**EXTRACTED DATA:**
┌──
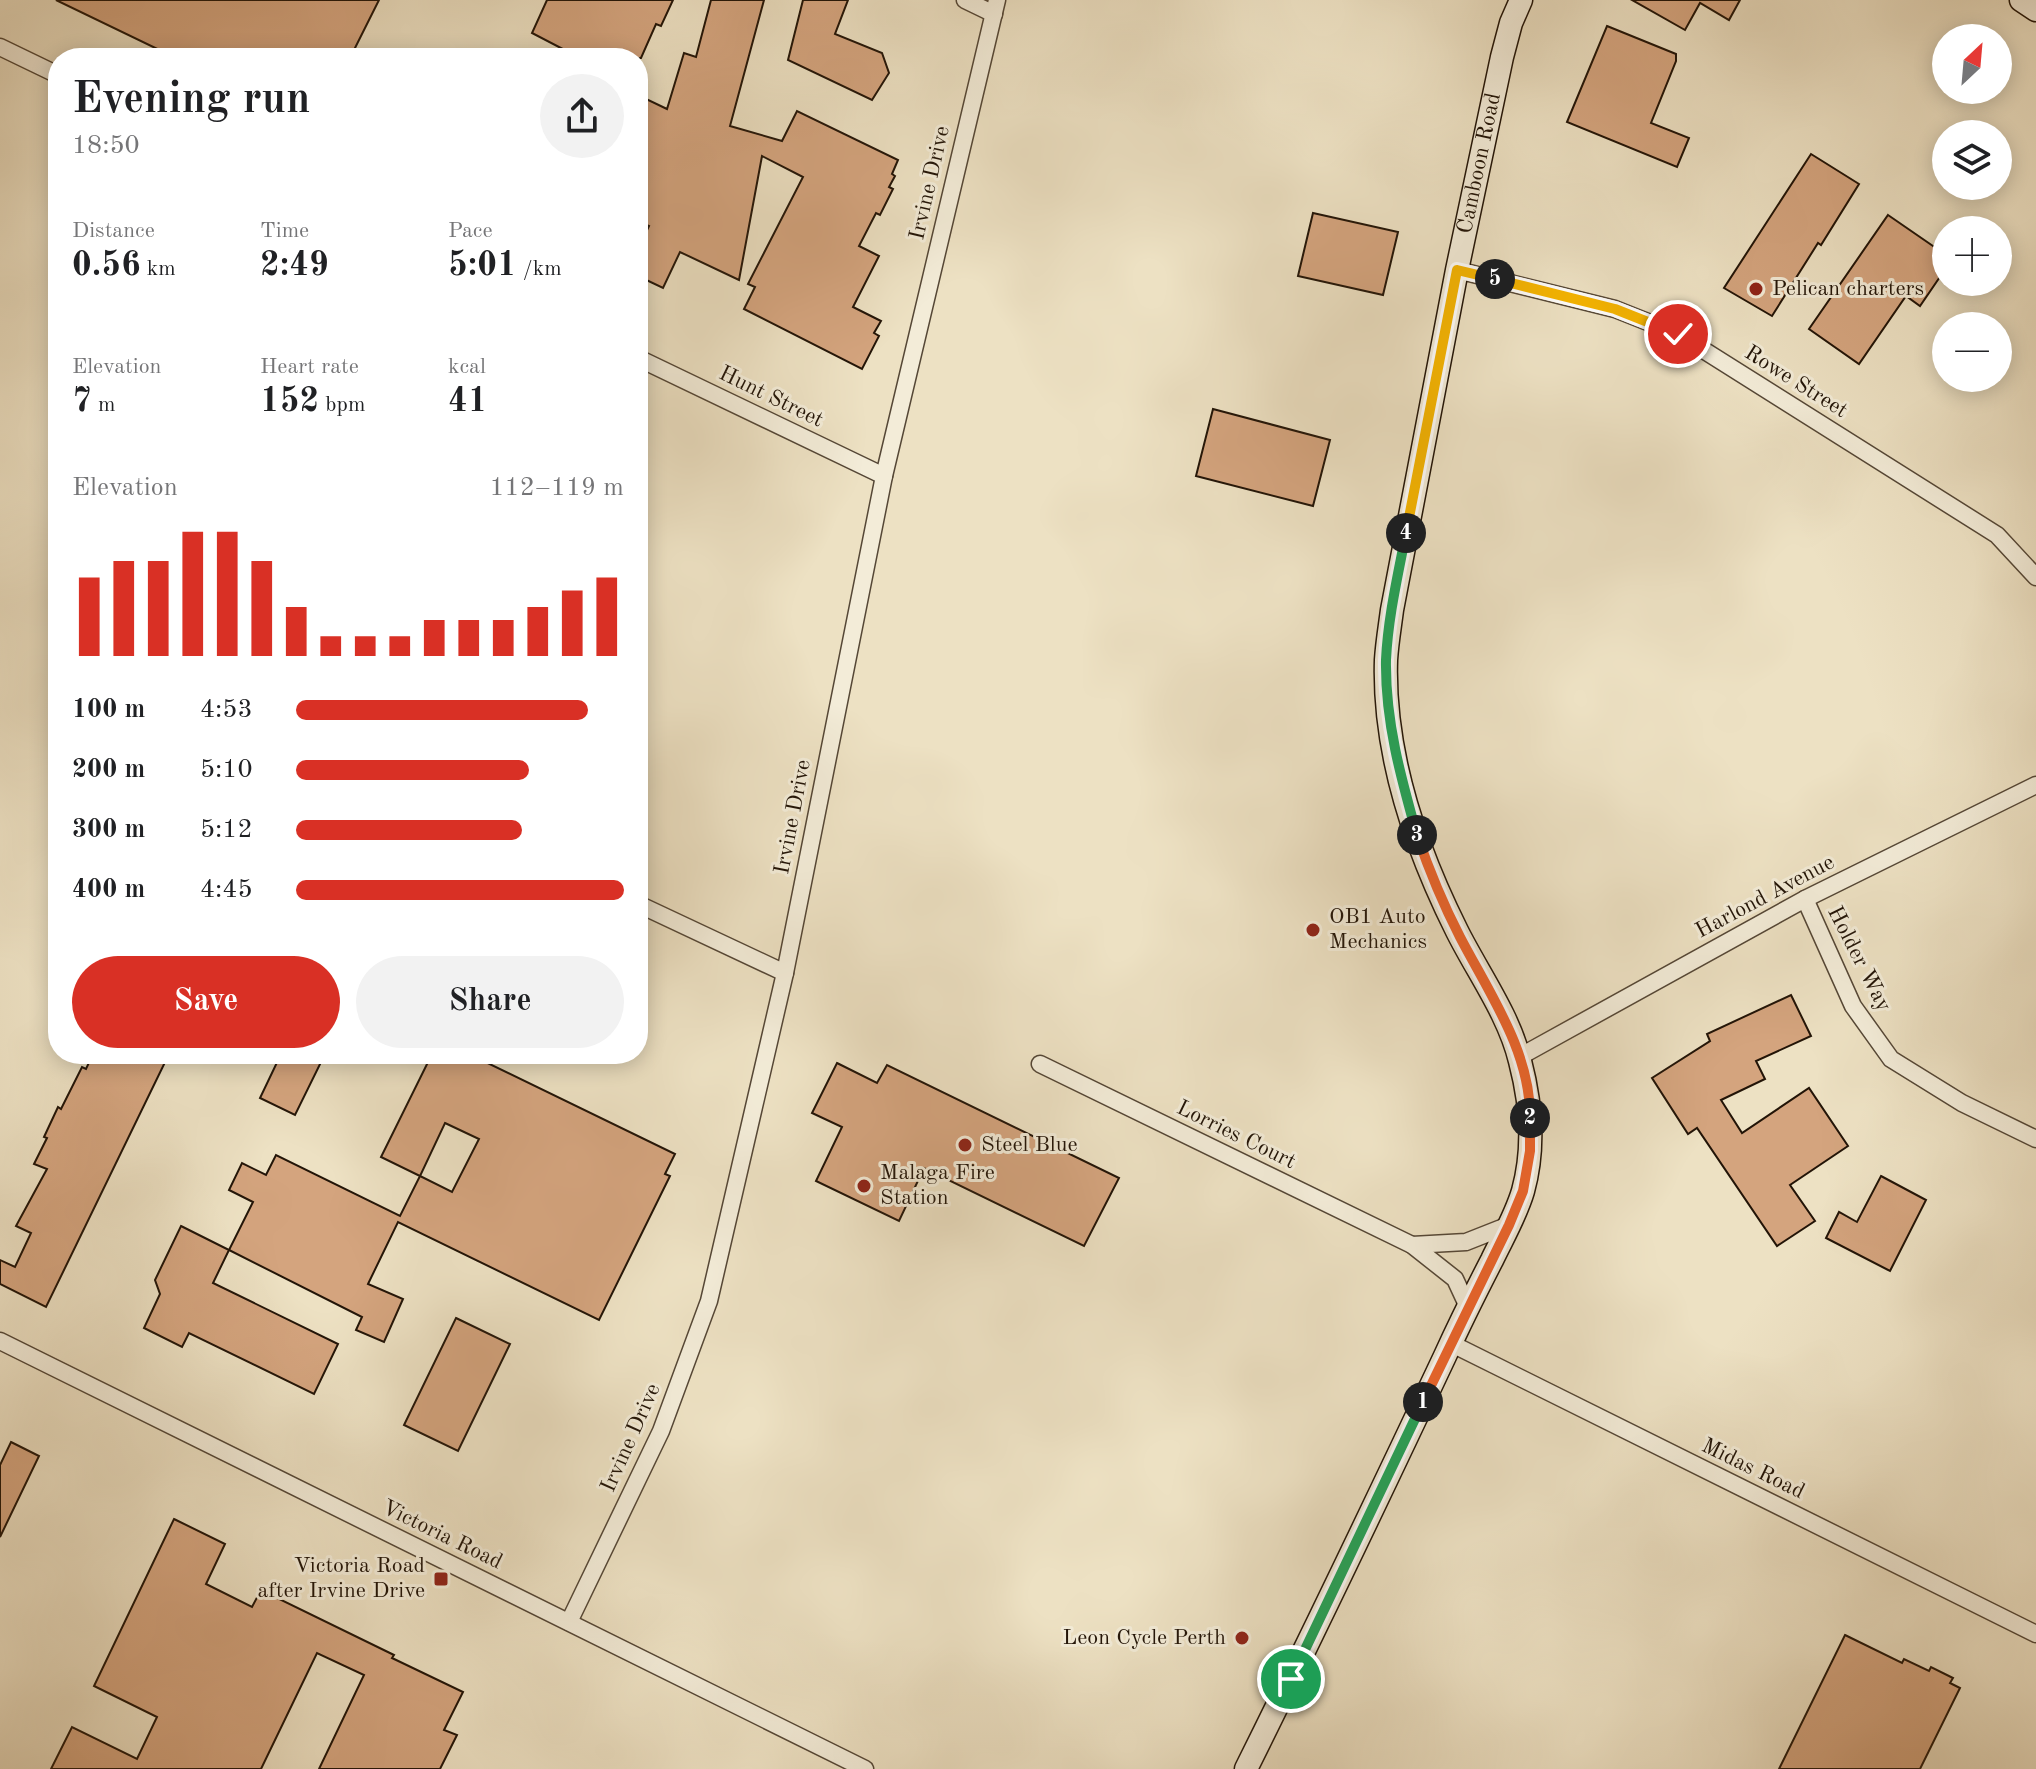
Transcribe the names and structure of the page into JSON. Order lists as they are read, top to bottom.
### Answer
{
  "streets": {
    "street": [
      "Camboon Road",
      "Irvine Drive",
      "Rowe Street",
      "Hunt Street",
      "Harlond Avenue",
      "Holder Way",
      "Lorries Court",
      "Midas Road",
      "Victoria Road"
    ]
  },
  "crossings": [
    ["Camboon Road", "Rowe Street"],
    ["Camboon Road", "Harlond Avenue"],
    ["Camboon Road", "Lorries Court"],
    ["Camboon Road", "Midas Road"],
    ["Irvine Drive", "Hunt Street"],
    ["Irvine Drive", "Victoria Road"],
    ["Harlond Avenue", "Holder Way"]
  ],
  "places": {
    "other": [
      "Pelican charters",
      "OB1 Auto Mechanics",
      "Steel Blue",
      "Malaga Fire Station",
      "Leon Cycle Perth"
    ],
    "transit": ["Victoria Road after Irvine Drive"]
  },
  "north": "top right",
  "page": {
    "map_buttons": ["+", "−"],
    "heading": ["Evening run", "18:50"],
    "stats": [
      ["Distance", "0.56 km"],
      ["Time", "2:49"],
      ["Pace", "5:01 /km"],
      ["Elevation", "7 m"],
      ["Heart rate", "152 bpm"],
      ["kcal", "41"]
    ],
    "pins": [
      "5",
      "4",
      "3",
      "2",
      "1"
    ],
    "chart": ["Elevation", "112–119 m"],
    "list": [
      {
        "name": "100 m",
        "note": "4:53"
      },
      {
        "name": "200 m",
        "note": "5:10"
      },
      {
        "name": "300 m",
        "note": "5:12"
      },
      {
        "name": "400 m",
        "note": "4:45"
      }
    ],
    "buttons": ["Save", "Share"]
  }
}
└──
┌──
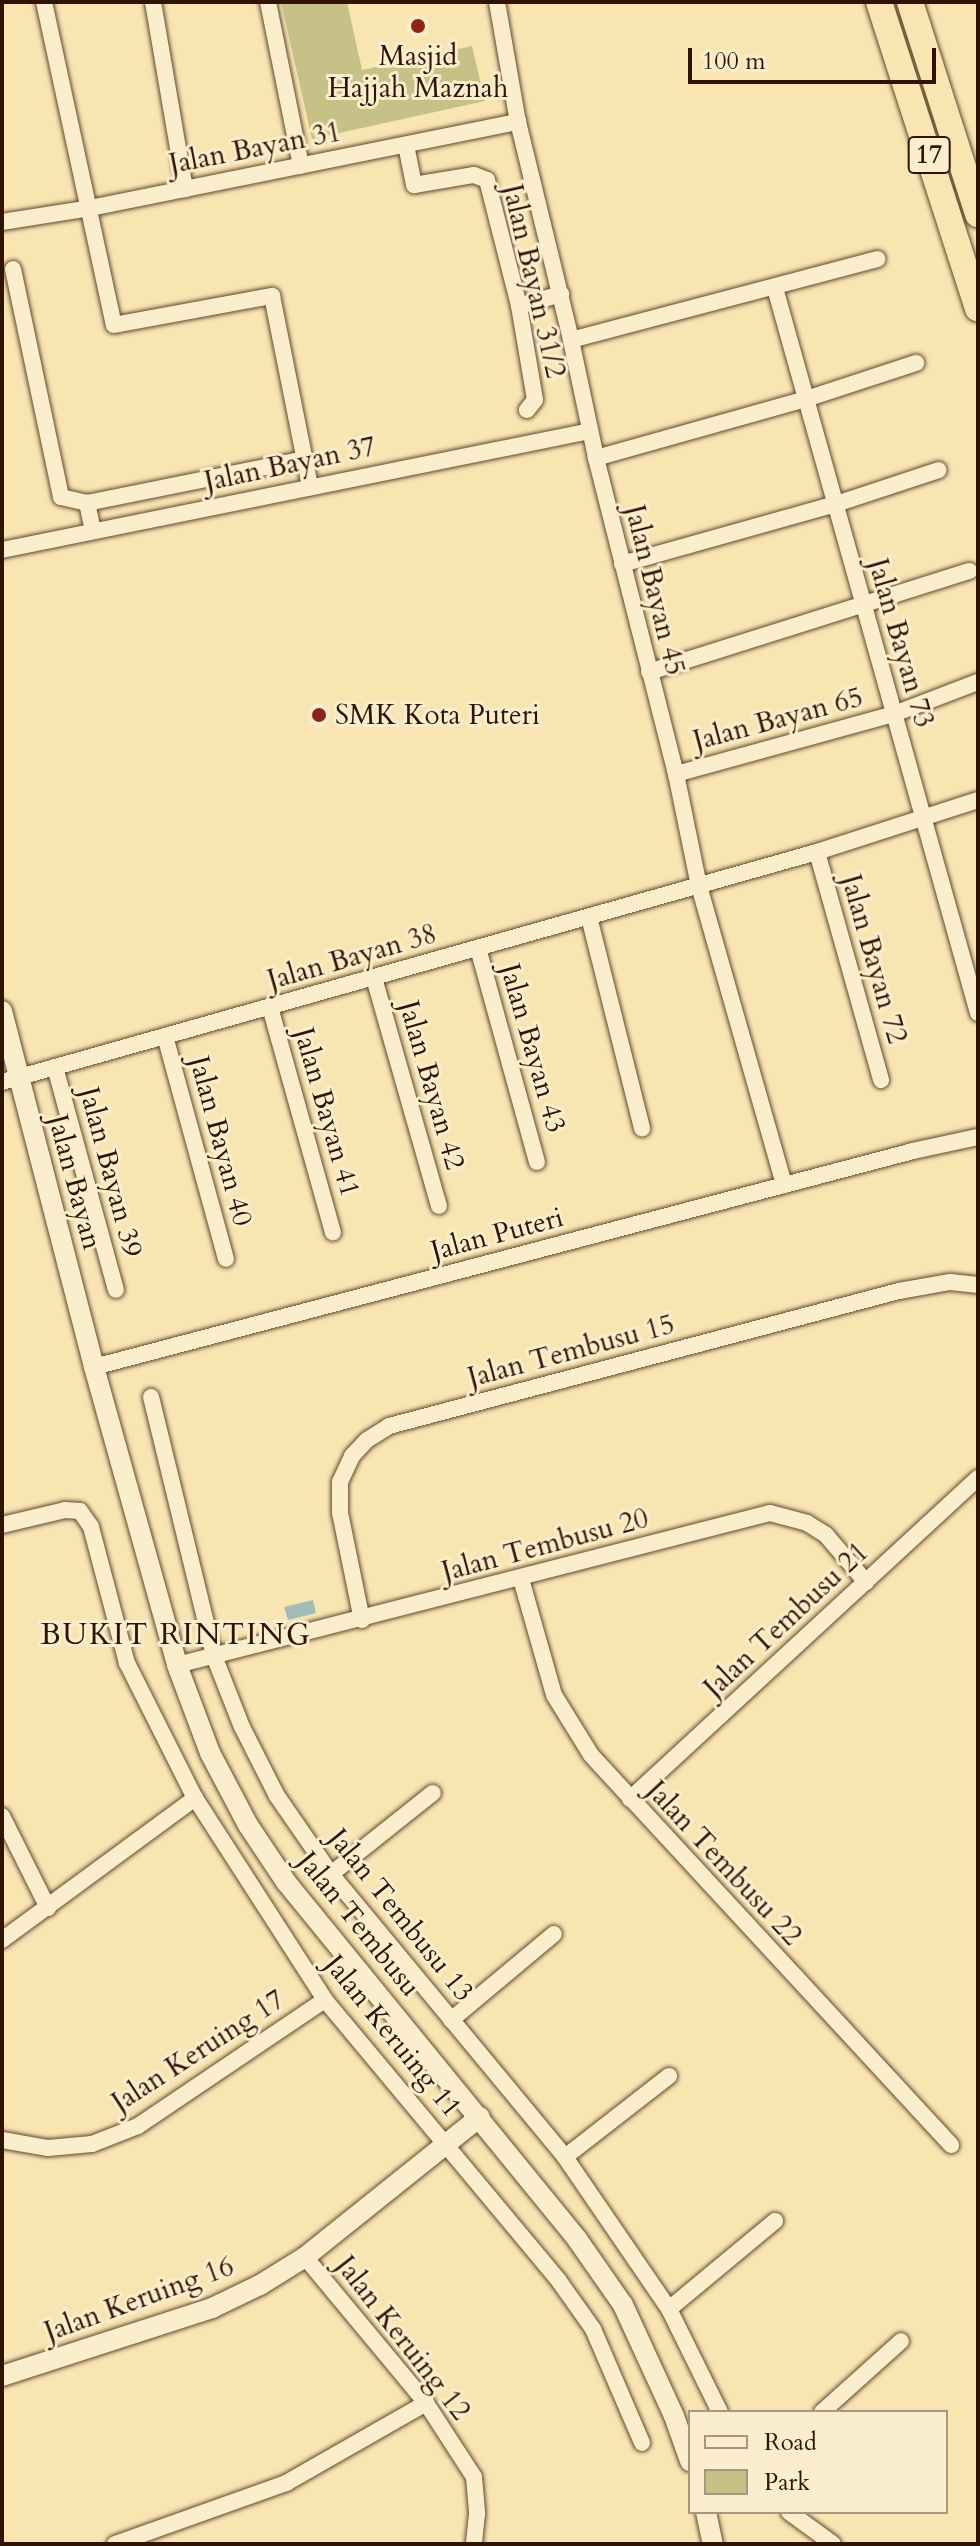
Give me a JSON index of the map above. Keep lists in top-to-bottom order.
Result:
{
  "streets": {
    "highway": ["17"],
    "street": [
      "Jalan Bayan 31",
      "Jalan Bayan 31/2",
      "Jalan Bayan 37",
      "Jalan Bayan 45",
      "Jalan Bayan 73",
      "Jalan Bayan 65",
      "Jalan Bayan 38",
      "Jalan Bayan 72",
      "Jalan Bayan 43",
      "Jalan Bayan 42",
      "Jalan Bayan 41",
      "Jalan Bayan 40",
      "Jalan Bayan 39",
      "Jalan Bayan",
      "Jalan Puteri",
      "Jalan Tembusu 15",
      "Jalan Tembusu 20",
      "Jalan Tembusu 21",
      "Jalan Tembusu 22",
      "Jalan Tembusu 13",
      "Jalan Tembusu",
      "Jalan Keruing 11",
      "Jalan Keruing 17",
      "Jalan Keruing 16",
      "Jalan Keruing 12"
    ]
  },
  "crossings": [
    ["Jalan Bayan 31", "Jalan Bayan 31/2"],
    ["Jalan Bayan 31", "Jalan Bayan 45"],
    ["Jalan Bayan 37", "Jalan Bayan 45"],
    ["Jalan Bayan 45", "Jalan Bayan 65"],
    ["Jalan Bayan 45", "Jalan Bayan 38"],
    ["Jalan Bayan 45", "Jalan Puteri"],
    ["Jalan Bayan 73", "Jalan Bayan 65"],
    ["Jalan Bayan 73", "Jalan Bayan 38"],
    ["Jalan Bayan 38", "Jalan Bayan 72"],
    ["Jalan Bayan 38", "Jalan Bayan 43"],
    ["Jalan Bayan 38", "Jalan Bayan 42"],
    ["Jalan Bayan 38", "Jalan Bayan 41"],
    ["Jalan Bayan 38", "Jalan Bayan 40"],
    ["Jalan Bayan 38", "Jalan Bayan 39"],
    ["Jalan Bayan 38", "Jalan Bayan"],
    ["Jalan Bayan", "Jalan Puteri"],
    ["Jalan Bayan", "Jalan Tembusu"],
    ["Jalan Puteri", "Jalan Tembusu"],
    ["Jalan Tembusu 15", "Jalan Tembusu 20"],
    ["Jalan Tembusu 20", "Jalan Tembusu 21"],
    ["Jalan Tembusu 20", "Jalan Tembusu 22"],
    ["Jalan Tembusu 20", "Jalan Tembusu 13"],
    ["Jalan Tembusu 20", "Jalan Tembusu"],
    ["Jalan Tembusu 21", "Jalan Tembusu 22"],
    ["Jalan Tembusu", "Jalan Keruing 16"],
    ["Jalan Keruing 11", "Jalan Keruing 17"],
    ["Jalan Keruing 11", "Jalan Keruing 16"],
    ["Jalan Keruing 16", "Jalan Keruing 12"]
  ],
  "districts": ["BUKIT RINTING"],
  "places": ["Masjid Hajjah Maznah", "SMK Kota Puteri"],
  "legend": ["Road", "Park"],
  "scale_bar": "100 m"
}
└──
**YOUR GOAL:**
Go through the listing above and return every line where the word "Elevation" occurs.

**FINISHED TASK:**
      ["Elevation", "7 m"],
    "chart": ["Elevation", "112–119 m"],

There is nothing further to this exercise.